2. Background of the Invention
Lathes are tools which, among other things, spin a block of material around an axis of rotation. Frequently, tools are applied to the spinning material, i.e., work-piece, to perform various operations such as cutting, sanding, knurling, drilling, or deformation to create an object which has symmetry about the axis of rotation. Just as frequently, it is necessary to use the lathe and tool to create complex geometric shapes on the work-piece. For example, it is often necessary to create concave grooves, convex bulges, spherical facing, and tapering on a work-piece. Application of the tool to the work-piece by hand alone can be unsteady and may result in irretrievably inaccurate or unacceptable modifications of the work-piece and its associated geometric shape. Accordingly, apparatus and related methods were developed which facilitate the application of a tool to the work-piece of a lathe, including a means to guide taper, concave and convex radius, and tangential turn cutting operations. Such apparatus have heretofore been known as lathe tool-rests or lathe tool-holders.
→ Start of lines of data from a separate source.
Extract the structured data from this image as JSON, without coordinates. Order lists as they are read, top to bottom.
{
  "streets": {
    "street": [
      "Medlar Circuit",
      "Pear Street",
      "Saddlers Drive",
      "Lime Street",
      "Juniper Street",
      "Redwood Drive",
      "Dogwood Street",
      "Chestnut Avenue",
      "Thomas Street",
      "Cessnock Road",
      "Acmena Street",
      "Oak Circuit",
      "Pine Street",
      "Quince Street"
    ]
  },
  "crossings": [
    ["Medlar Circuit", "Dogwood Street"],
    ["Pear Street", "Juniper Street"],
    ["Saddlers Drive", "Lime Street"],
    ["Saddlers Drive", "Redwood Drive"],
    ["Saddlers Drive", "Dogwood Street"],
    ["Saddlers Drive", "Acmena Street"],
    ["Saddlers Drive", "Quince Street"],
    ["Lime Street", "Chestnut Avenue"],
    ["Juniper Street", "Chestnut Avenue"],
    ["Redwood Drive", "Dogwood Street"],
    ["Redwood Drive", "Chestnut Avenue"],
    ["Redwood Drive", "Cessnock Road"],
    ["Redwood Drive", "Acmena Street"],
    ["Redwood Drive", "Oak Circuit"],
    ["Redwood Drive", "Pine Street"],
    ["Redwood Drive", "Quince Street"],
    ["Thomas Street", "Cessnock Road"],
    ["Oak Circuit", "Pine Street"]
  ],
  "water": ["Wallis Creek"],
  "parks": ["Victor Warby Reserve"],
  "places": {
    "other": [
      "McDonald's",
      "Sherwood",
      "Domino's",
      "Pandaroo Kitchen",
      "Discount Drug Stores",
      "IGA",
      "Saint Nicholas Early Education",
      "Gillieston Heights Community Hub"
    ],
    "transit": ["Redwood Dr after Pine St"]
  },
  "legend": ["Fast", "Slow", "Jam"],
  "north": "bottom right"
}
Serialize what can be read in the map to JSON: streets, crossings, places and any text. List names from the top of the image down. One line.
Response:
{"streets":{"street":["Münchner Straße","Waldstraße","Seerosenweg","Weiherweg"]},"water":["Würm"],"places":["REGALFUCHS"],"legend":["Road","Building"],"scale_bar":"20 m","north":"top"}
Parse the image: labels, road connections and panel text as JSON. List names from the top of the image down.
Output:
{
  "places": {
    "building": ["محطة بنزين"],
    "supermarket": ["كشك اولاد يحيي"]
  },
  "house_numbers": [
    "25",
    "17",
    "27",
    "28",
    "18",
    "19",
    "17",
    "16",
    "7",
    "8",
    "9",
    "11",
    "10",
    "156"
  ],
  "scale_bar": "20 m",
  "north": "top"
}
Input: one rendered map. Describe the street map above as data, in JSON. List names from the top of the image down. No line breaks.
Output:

Initially, lathe tool-rests were equipped with slide mechanisms (U.S. Pat. class code 82/137) for providing the tool-rest with heave and sway moveability (i.e., translational displacement), usually with respect to the lathe work-piece. The identified movement has heretofore been accomplished via: sliding the tool-rest along a dovetail and gib (see, e.g., U.S. Pat. No. 91,215 (issued Jan. 15, 1869)); or movement by lead screw mechanisms (see, e.g., U.S. Pat. No. 143,080 (issued Sep. 23, 1873)). Although an improvement over hand-held tool applications, heave or sway movements, by themselves, have not been completely satisfactory for use in connection with shaping a work-piece on a lathe. In particular, the limitation of only two translational degrees of freedom, as is the case for heave and sway tool-rests, restricts complex tapering or the creation of convex or concave geometries because, among other reasons: (1) the tool-holder must consistently be repositioned with respect to the work piece in order to provide directional tapers; and, (2) radial cuts or tapers, including concave or convex radial cuts, cannot be easily made since it would require simultaneous and accurate sway and heave tool movements. For these reasons, among others, further improved lathe tool-rests/holders were developed to facilitate the application of a tool to the work-piece of a lathe.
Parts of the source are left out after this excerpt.